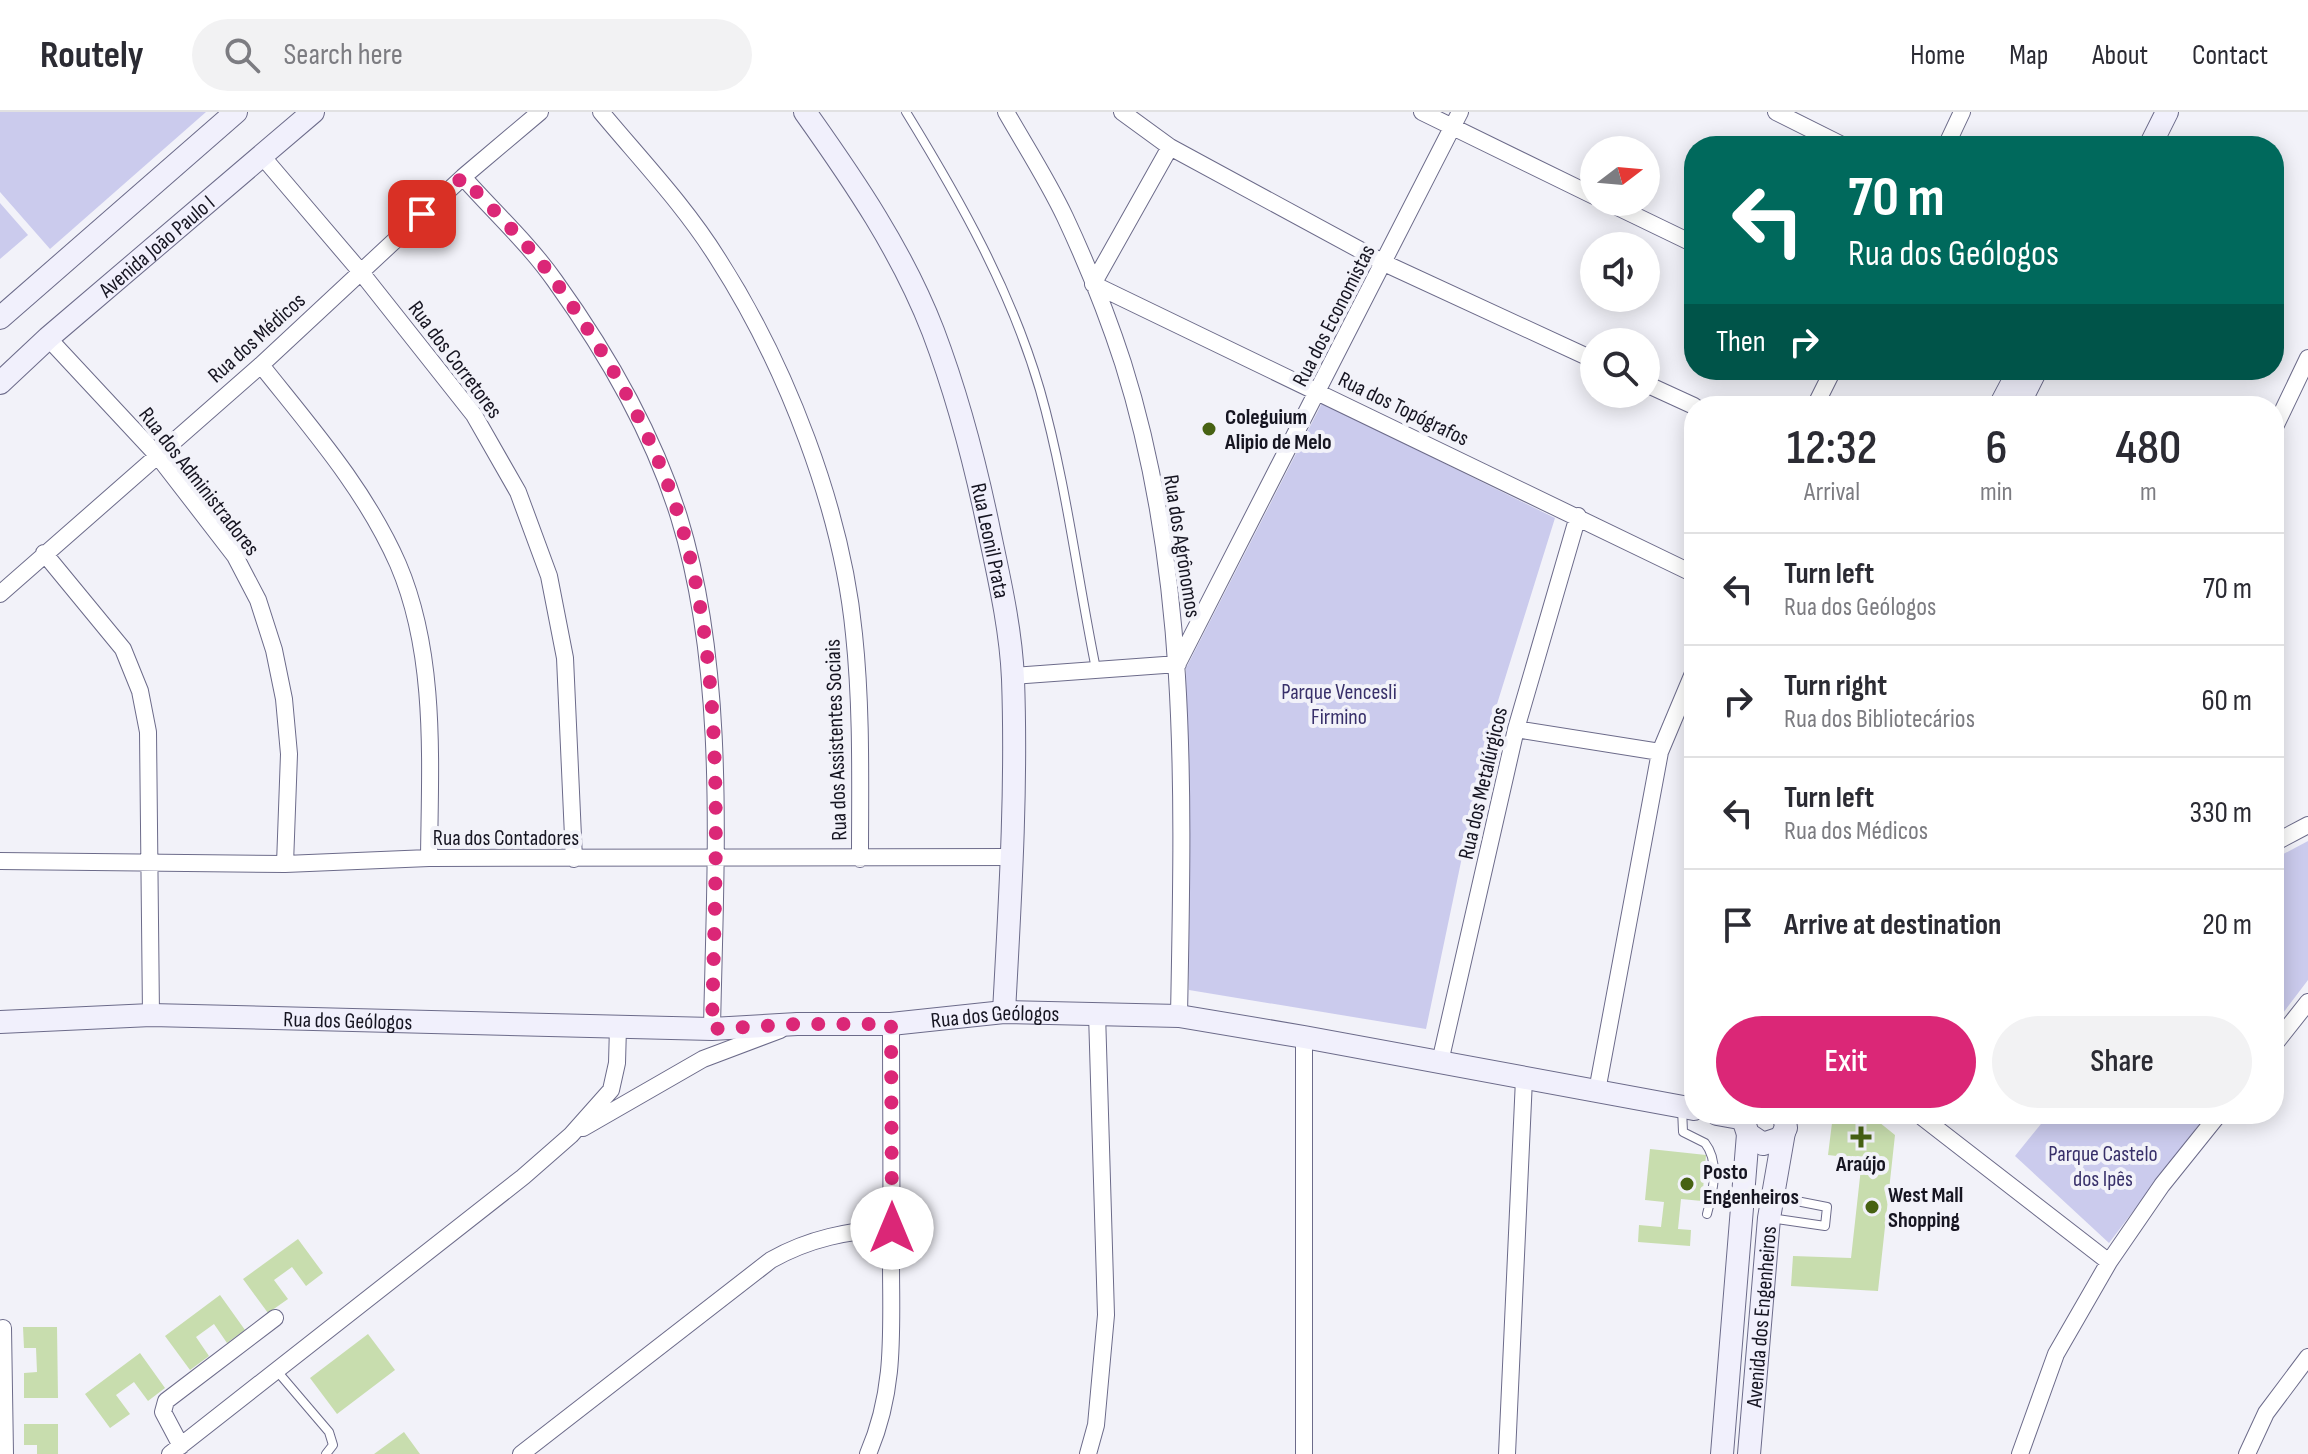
<!DOCTYPE html>
<meta charset="utf-8">
<style>
body{margin:0;font-family:"Sofia Sans Condensed",sans-serif;background:#f2f2f3;color:#2b2b33;height:100vh;display:flex;flex-direction:column;font-size:30px;white-space:nowrap}
*{box-sizing:border-box;margin:0}
p{font-size:26px;color:#7c7c81}
.icon{flex:none;width:44px;height:44px;fill:none;stroke:currentColor;stroke-width:2;stroke-linecap:round;stroke-linejoin:round}
.map{position:relative;flex:1;overflow:hidden}
.side{position:absolute;left:1684px;top:284px;width:600px;height:728px;display:flex;flex-direction:column;background:#fff;border-radius:32px;box-shadow:0 4px 20px #0003}
.side>*{flex:none}
.guide{position:absolute;left:1684px;top:24px;width:600px;height:244px;border-radius:32px;box-shadow:0 4px 20px #0003;background:#00695c;color:#fff;overflow:hidden}
.needle{width:52px;rotate:74deg}
.buttons{position:absolute;left:1580px;top:24px;display:grid;gap:16px}
.buttons a{display:grid;place-items:center;width:80px;height:80px;border-radius:50%;background:#fff;box-shadow:0 4px 20px #0003;font-size:40px}
.pin{position:absolute;display:grid;place-items:center;width:68px;height:68px;color:#fff;margin:-34px;border-radius:16px;box-shadow:0 4px 12px #0006}
.me{position:absolute;width:88px;margin:-44px;rotate:0deg;stroke-linejoin:round;filter:drop-shadow(0 0 6px #0008)}
.turn{display:flex;align-items:center;gap:28px;height:168px;padding:0 32px;font-size:36px}
.turn .icon{width:104px;height:104px;stroke-width:2.5}
.turn b{display:block;font-size:56px;line-height:68px}
.then{display:flex;align-items:center;height:76px;padding:0 32px;background:#0003;gap:16px;font-size:30px}
.eta{display:flex;justify-content:space-evenly;align-items:center;height:136px;text-align:center}
.eta b{font-size:48px;font-weight:600;line-height:56px}
.action{display:flex;gap:16px;margin-top:auto;padding:16px 32px}
.action a{flex:1;height:92px;border-radius:48px;background:#db2777;color:#fff;font-size:32px;font-weight:600;line-height:92px;text-align:center}
.action a+a{background:#f2f2f3;color:#2b2b33}
ul{padding:0;list-style:none}
li{display:flex;align-items:center;gap:24px;height:112px;padding:0 32px;border-top:2px solid #e1e1e2}
li div{flex:1}
li b{display:block;font-size:30px}
li em{font-style:normal}
header{display:flex;align-items:center;gap:48px;box-sizing:border-box;height:112px;padding:0 40px;background:#fff;border-bottom:2px solid #e1e1e2}
header strong{font-size:38px}
nav{display:flex;gap:44px;margin-inline-start:auto;font-size:28px}
.search{width:560px;height:72px;background:#f2f2f3;display:flex;align-items:center;gap:20px;box-sizing:border-box;padding:0 28px;border-radius:44px;color:#7c7c81;font-size:30px}
.map>svg:first-child{display:block}
</style>
<header>
<strong>Routely</strong>
<div class="search"><svg class="icon" aria-label="search" viewBox="0 0 24 24"><circle cx="10" cy="10" r="6"/><path d="M15 15l6 6"/></svg>Search here</div>
<nav><a>Home</a><a>Map</a><a>About</a><a>Contact</a></nav>
</header>
<div class="map">
<svg width="2308" height="1342" viewBox="0 0 2308 1342">
<rect width="100%" height="100%" fill="#f2f2f9"/>
<path fill="#cbcbed" d="M0 0H206L50 137 0 80Z
M0 91 28 123 0 147Z
M1322 291 1555 406 1488 621 1426 917 1189 878 1186 556Z
M2308 729V868L2274 913V747Z
M2049 1002H2207L2109 1131 2015 1044Z"/>
<path fill="#c8ddae" d="M1848 1002H1869L1895 1023 1878 1179 1791 1174 1793 1144 1851 1146 1862 1047 1828 1043 1832 1011Z
M1650 1037 1706 1043 1702 1089 1681 1087 1678 1117 1691 1118 1690 1134 1638 1130 1639 1113 1661 1115 1664 1090 1645 1088Z
M298 1127 323 1161 306 1174 292 1155 274 1168 288 1187 268 1201 243 1167Z
M220 1183 245 1218 227 1231 214 1212 196 1225 209 1244 190 1258 165 1224Z
M23 1215H57L58 1286H24V1261L37 1260 36 1236H24Z
M368 1222 395 1258 337 1302 310 1266Z
M140 1241 165 1276 148 1289 134 1270 116 1283 130 1302 110 1316 85 1282Z
M24 1312H58V1342H37V1333H24Z
M404 1320 420 1342H374Z"/>
<g fill="none" stroke-linecap="round" stroke-linejoin="round">
<g stroke="#6c6b8a" stroke-width="10">
<path id="lane" d="M906 0C960 88 1011 178 1040 278 1066 369 1077 464 1096 557
M1682 996 1683 1020 1705 1031C1720 1050 1713 1080 1707 1102
M1770 1106 1825 1114 1827 1095 1776 1085
M277 1259 329 1320 333 1333 326 1342"/>
</g>
<g stroke="#6c6b8a" stroke-width="18">
<path id="street" d="M601 0C641 48 685 94 718 147 786 253 842 397 854 522 862 597 860 672 860 747
M1006 0C1026 35 1048 69 1065 105 1087 152 1107 202 1123 251 1190 463 1183 686 1179 904
M1122 0 1170 35 1384 151 1594 248
M1422 0 1594 84
M1776 0 1844 34
M1946 34 1962 0
M262 44 360 159 474 303 518 380 549 464 565 546 574 747
M463 65C493 99 529 132 555 169 606 240 653 321 679 405 728 563 715 753 712 917
M1607 90 1694 132
M1093 172 1694 462
M1093 172 1170 35
M48 226 157 343 235 444 258 488 274 538 284 587 289 642 285 752
M261 253C311 316 365 377 398 452 437 543 430 650 429 746
M1646 272 1694 294
M1815 294 1833 258
M2274 317 2308 246
M44 441 123 537 140 579 148 620 151 903
M0 482 261 253 463 65 540 0
M1178 551 1460 0
M1013 564 1178 552
M1516 617 1660 640
M2274 731 2308 713
M0 749 285 752 429 746 1013 745
M1304 925V1342
M2274 933 2308 890
M1440 950 1516 617 1578 404
M1597 979 1660 640 1694 559
M1918 1002 2109 1150
M583 1016 703 947 780 918
M3 1216 5 1342
M181 1334 163 1300 166 1289 275 1206
M170 1342 523 1065 571 1023 611 978 617 951 618 915
M521 1342 771 1148C810 1126 848 1119 892 1116
M868 1342C896 1277 891 1219 891 1150 892 1071 891 991 891 912
M1088 1342 1096 1313 1106 1203 1097 901
M1507 1342 1524 967
M2020 1342 2056 1242 2109 1150 2162 1073 2219 1002
M2247 1342 2266 1301 2308 1245"/>
</g>
<g stroke="#6c6b8a" stroke-width="24">
<g id="secondary">
<path id="s1" d="M805 0C854 69 902 139 933 219 958 285 976 354 990 423 1000 470 1011 519 1013 567 1017 678 1010 789 1004 900"/>
<path d="M2150 34 2167 0"/>
<path d="M0 206 236 0"/>
<path id="s2" d="M0 271 48 226 313 0"/>
<path d="M2000 294 2019 258"/>
<path d="M2018 294 2036 258"/>
<path id="s3" d="M0 910 151 903 712 917 797 912H891L1004 900 1179 904 1304 925 1694 997"/>
<path d="M1717 1002 1745 1007"/>
<path d="M1746 1002 1745 1013 1748 1022 1763 1032 1781 1026 1786 1016 1784 1002"/>
<path d="M1722 1342 1748 1022"/>
<path id="s4" d="M1749 1342 1769 1106 1784 1020"/>
</g>
</g>
<use href="#lane" stroke="#fff" stroke-width="8"/>
<use href="#street" stroke="#fff" stroke-width="16"/>
<use href="#secondary" stroke="#f1f0fc" stroke-width="22"/>
</g>
<g fill="none" stroke-linecap="round" stroke-linejoin="round">
<path stroke="#db2777" stroke-width="14" stroke-dasharray="0 25.2" d="M422 102 463 65C493 99 529 132 555 169 606 241 653 321 679 405 728 563 715 753 712 917L797 912H891L892 1116"/>
</g>
<g fill="#476213" stroke="#f2f2f9" stroke-width="3">
<circle cx="1209" cy="317" r="8"/>
<path d="M1857 1013h8v8h8v8h-8v8h-8v-8h-8v-8h8z"/>
<circle cx="1687" cy="1072" r="8"/>
<circle cx="1872" cy="1095" r="8"/>
</g>
<g text-anchor="middle" stroke-width="8" stroke-linejoin="round" paint-order="stroke">
<g font-size="22" fill="#161521" stroke="#f2f2f9">
<text dy="8" stroke="none"><textPath href="#s2" startOffset="208">Avenida João Paulo I</textPath></text>
<text transform="translate(1333 203) rotate(-63)" y="8">Rua dos Economistas</text>
<text transform="translate(256 225) rotate(-42)" y="8">Rua dos Médicos</text>
<text transform="translate(456 247) rotate(53)" y="8">Rua dos Corretores</text>
<text transform="translate(1404 296) rotate(26)" y="8">Rua dos Topógrafos</text>
<text transform="translate(200 369) rotate(52)" y="8">Rua dos Administradores</text>
<text dy="8" stroke="none"><textPath href="#s1" startOffset="472">Rua Leonil Prata</textPath></text>
<text transform="translate(1183 434) rotate(81)" y="8">Rua dos Agrônomos</text>
<text transform="translate(835 628) rotate(-92)" y="8">Rua dos Assistentes Sociais</text>
<text transform="translate(1482 671) rotate(-77)" y="8">Rua dos Metalúrgicos</text>
<text x="506" y="733">Rua dos Contadores</text>
<text dy="8" stroke="none"><textPath href="#s3" startOffset="996">Rua dos Geólogos</textPath></text>
<text dy="8" stroke="none"><textPath href="#s3" startOffset="348">Rua dos Geólogos</textPath></text>
<text dy="8" stroke="none"><textPath href="#s4" startOffset="138">Avenida dos Engenheiros</textPath></text>
</g>
<g font-size="22" font-weight="bold" fill="#161521" stroke="#f2f2f9" text-anchor="start">
<text x="1225" y="312">Coleguium<tspan x="1225" dy="25">Alipio de Melo</tspan></text>
<text x="1861" y="1059" text-anchor="middle">Araújo</text>
<text x="1703" y="1067">Posto<tspan x="1703" dy="25">Engenheiros</tspan></text>
<text x="1888" y="1090">West Mall<tspan x="1888" dy="25">Shopping</tspan></text>
</g>
<g font-size="22" fill="#38306a" stroke="#f2f2f9">
<text x="1339" y="587">Parque Vencesli<tspan x="1339" dy="25">Firmino</tspan></text>
<text x="2103" y="1049">Parque Castelo<tspan x="2103" dy="25">dos Ipês</tspan></text>
</g>
</g>
</svg>
<div class="buttons">
<a><svg class="needle" viewBox="-14 -14 28 28"><path d="M0-13l5 13h-10z" fill="#e53935"/><path d="M0 13l5-13h-10z" fill="#7c7c81"/></svg></a>
<a><svg class="icon" aria-label="sound" viewBox="0 0 24 24"><path d="M4 9h4l5-4v14l-5-4H4zM17 9q2 3 0 6"/></svg></a>
<a><svg class="icon" aria-label="search" viewBox="0 0 24 24"><circle cx="10" cy="10" r="6"/><path d="M15 15l6 6"/></svg></a>
</div>
<div class="pin" style="left:422px;top:102px;background:#d93025"><svg class="icon" aria-label="arrive" viewBox="0 0 24 24"><path d="M6 21V4h12l-3 4 3 4H6"/></svg></div>
<svg class="me" style="left:892px;top:1116px" viewBox="-20 -20 40 40"><circle r="19" fill="#fff"/><path d="M0-13L10 11 0 6-10 11z" fill="#db2777"/></svg>
<div class="guide">
<div class="turn"><svg class="icon" aria-label="left" viewBox="0 0 24 24"><path d="M17 20v-9H6M10 6l-5 5 5 5"/></svg><div><b>70 m</b>Rua dos Geólogos</div></div>
<div class="then">Then<svg class="icon" aria-label="right" viewBox="0 0 24 24"><path d="M7 20v-9h11M14 6l5 5-5 5"/></svg></div>
</div>
<section class="side">
<div class="eta">
<div><b>12:32</b><p>Arrival</p></div>
<div><b>6</b><p>min</p></div>
<div><b>480</b><p>m</p></div>
</div>
<ul>
<li><svg class="icon" aria-label="left" viewBox="0 0 24 24"><path d="M17 20v-9H6M10 6l-5 5 5 5"/></svg><div><b>Turn left</b><p>Rua dos Geólogos</p></div><em>70 m</em></li>
<li><svg class="icon" aria-label="right" viewBox="0 0 24 24"><path d="M7 20v-9h11M14 6l5 5-5 5"/></svg><div><b>Turn right</b><p>Rua dos Bibliotecários</p></div><em>60 m</em></li>
<li><svg class="icon" aria-label="left" viewBox="0 0 24 24"><path d="M17 20v-9H6M10 6l-5 5 5 5"/></svg><div><b>Turn left</b><p>Rua dos Médicos</p></div><em>330 m</em></li>
<li><svg class="icon" aria-label="arrive" viewBox="0 0 24 24"><path d="M6 21V4h12l-3 4 3 4H6"/></svg><div><b>Arrive at destination</b></div><em>20 m</em></li>
</ul>
<div class="action"><a>Exit</a><a>Share</a></div>
</section>
</div>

-.-.-

(What the task requires):
The expected output is exactly the lines of the listing above between the line holding "M463 65C493 99" and the line holding "102 463 65C493", inclusive.

(Output of the task):
M463 65C493 99 529 132 555 169 606 240 653 321 679 405 728 563 715 753 712 917
M1607 90 1694 132
M1093 172 1694 462
M1093 172 1170 35
M48 226 157 343 235 444 258 488 274 538 284 587 289 642 285 752
M261 253C311 316 365 377 398 452 437 543 430 650 429 746
M1646 272 1694 294
M1815 294 1833 258
M2274 317 2308 246
M44 441 123 537 140 579 148 620 151 903
M0 482 261 253 463 65 540 0
M1178 551 1460 0
M1013 564 1178 552
M1516 617 1660 640
M2274 731 2308 713
M0 749 285 752 429 746 1013 745
M1304 925V1342
M2274 933 2308 890
M1440 950 1516 617 1578 404
M1597 979 1660 640 1694 559
M1918 1002 2109 1150
M583 1016 703 947 780 918
M3 1216 5 1342
M181 1334 163 1300 166 1289 275 1206
M170 1342 523 1065 571 1023 611 978 617 951 618 915
M521 1342 771 1148C810 1126 848 1119 892 1116
M868 1342C896 1277 891 1219 891 1150 892 1071 891 991 891 912
M1088 1342 1096 1313 1106 1203 1097 901
M1507 1342 1524 967
M2020 1342 2056 1242 2109 1150 2162 1073 2219 1002
M2247 1342 2266 1301 2308 1245"/>
</g>
<g stroke="#6c6b8a" stroke-width="24">
<g id="secondary">
<path id="s1" d="M805 0C854 69 902 139 933 219 958 285 976 354 990 423 1000 470 1011 519 1013 567 1017 678 1010 789 1004 900"/>
<path d="M2150 34 2167 0"/>
<path d="M0 206 236 0"/>
<path id="s2" d="M0 271 48 226 313 0"/>
<path d="M2000 294 2019 258"/>
<path d="M2018 294 2036 258"/>
<path id="s3" d="M0 910 151 903 712 917 797 912H891L1004 900 1179 904 1304 925 1694 997"/>
<path d="M1717 1002 1745 1007"/>
<path d="M1746 1002 1745 1013 1748 1022 1763 1032 1781 1026 1786 1016 1784 1002"/>
<path d="M1722 1342 1748 1022"/>
<path id="s4" d="M1749 1342 1769 1106 1784 1020"/>
</g>
</g>
<use href="#lane" stroke="#fff" stroke-width="8"/>
<use href="#street" stroke="#fff" stroke-width="16"/>
<use href="#secondary" stroke="#f1f0fc" stroke-width="22"/>
</g>
<g fill="none" stroke-linecap="round" stroke-linejoin="round">
<path stroke="#db2777" stroke-width="14" stroke-dasharray="0 25.2" d="M422 102 463 65C493 99 529 132 555 169 606 241 653 321 679 405 728 563 715 753 712 917L797 912H891L892 1116"/>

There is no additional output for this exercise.